Additionally, by the time I started messing with RPM packaging, I had already packaged for Gentoo, Arch, and Ubuntu, so I think I had already developed some intuitions for how to explore packaging systems and their documentation.
> I don’t see where you might experience incompleteness in pacman, although I might see how you could experience it to be clunky. Do you mind humouring me and explaining this further?
Tbh, here I'm probably holding old shit against Pacman that no longer applies. But when I daily drove Arch and later Chakra Linux many years ago, I remember these things being absent when zypper (and others) had them
but all of those were added to pacman within 2 or 3 years of when I stopped daily driving Arch-based distros.I would still characterize pacman as missing one or two sensible built-ins, although this is a matter of preference— anywhere in the Pacman Rosetta where you see pacman piped back into itself... that should just be a built-in, imo.
> I’m also not sure where dnf is more flexible, although I probably never explored it fully. What do you find about pacman to be inflexible?
Sure, I can give some examples. This also relates to some of the brittleness. Pacman's dependency resolver doesn't consider installed packages in a first-class way— it only examines version constraints for new stuff or updates it's grabbing from the repo. This is part of why 'partial upgrades' aren't supported and all of why your AUR-installed packages are liable to break after `pacman -Syu`, requiring sane AUR wrappers to rebuild your AUR packages after each system upgrade.

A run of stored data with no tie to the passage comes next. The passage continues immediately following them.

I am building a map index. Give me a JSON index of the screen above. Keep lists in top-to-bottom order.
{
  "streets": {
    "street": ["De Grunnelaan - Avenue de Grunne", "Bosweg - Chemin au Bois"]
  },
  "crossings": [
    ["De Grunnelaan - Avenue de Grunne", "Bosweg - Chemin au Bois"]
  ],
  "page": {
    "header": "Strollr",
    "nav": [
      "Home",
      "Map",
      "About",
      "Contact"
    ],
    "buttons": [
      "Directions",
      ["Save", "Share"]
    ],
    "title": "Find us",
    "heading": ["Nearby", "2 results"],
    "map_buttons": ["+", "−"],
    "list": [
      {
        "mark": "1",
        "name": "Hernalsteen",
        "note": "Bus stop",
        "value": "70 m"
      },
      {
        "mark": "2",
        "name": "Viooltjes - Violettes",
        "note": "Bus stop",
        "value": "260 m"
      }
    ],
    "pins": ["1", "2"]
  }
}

Package managers like dnf and zypper make it possible to group specific repos together and mark them as interchangeable when evaluating updates. They also have facilities for tracking which repos (or classes of equivalent repos) you've gotten packages from and make it easy to tell when an upgrade or installation might require you to change the 'supplier' of a given package. It's easy to prioritize and layer multiple repos together in a sane way without breaking your system with them, but with pacman all you have to will with is a total order for whole repositories, and the Ignore(Pkg|Group) configurations.
Honestly I should probably try running Arch again for a while to help update what I think of pacman.